# [Provided entries]
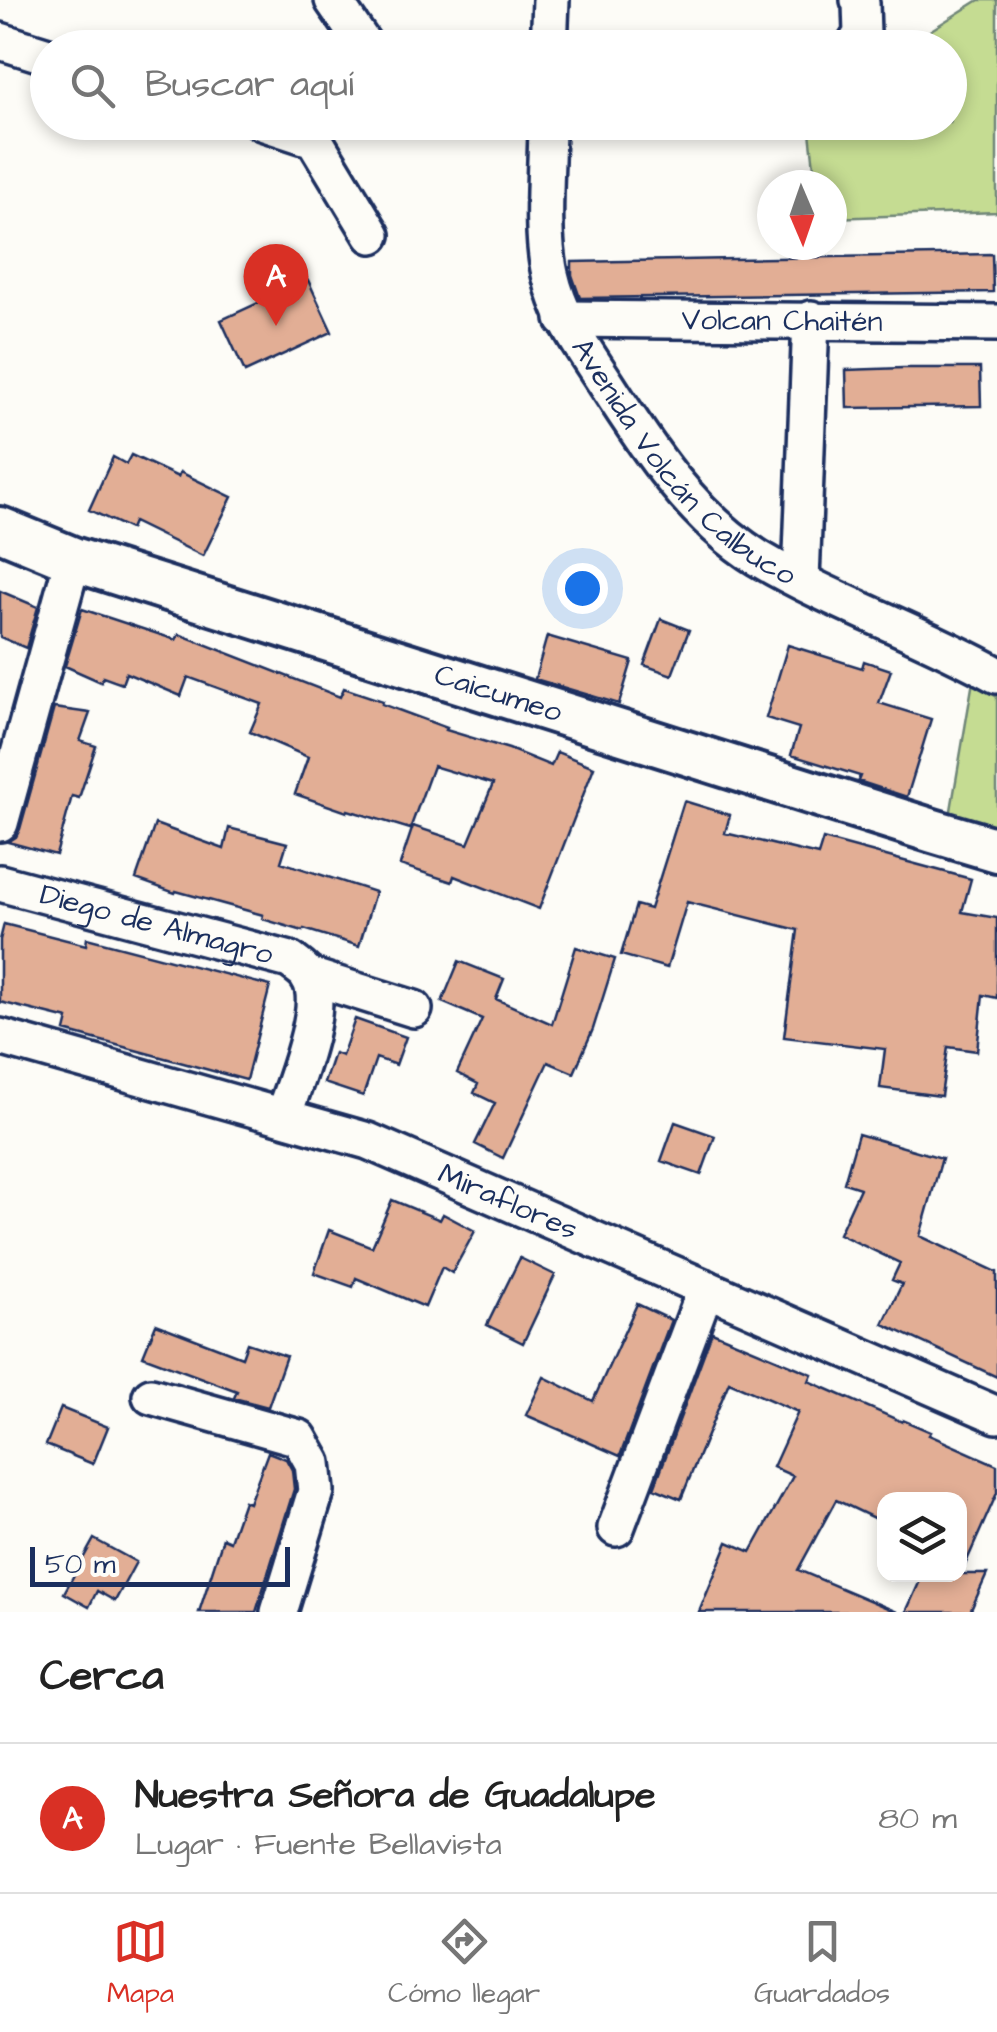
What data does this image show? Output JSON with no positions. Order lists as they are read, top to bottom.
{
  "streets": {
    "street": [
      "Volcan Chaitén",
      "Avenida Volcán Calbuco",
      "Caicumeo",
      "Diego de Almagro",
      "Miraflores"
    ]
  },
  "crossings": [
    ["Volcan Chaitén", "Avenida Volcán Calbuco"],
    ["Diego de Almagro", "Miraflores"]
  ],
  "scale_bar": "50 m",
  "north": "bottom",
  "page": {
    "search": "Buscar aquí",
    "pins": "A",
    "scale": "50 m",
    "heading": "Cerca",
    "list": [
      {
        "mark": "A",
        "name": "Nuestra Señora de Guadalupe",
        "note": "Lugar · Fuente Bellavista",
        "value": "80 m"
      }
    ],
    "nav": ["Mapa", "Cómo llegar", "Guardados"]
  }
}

# [Task statement]
Where a line in the records above contains the string "Diego", copy that line.

# [Written answer]
      "Diego de Almagro",
    ["Diego de Almagro", "Miraflores"]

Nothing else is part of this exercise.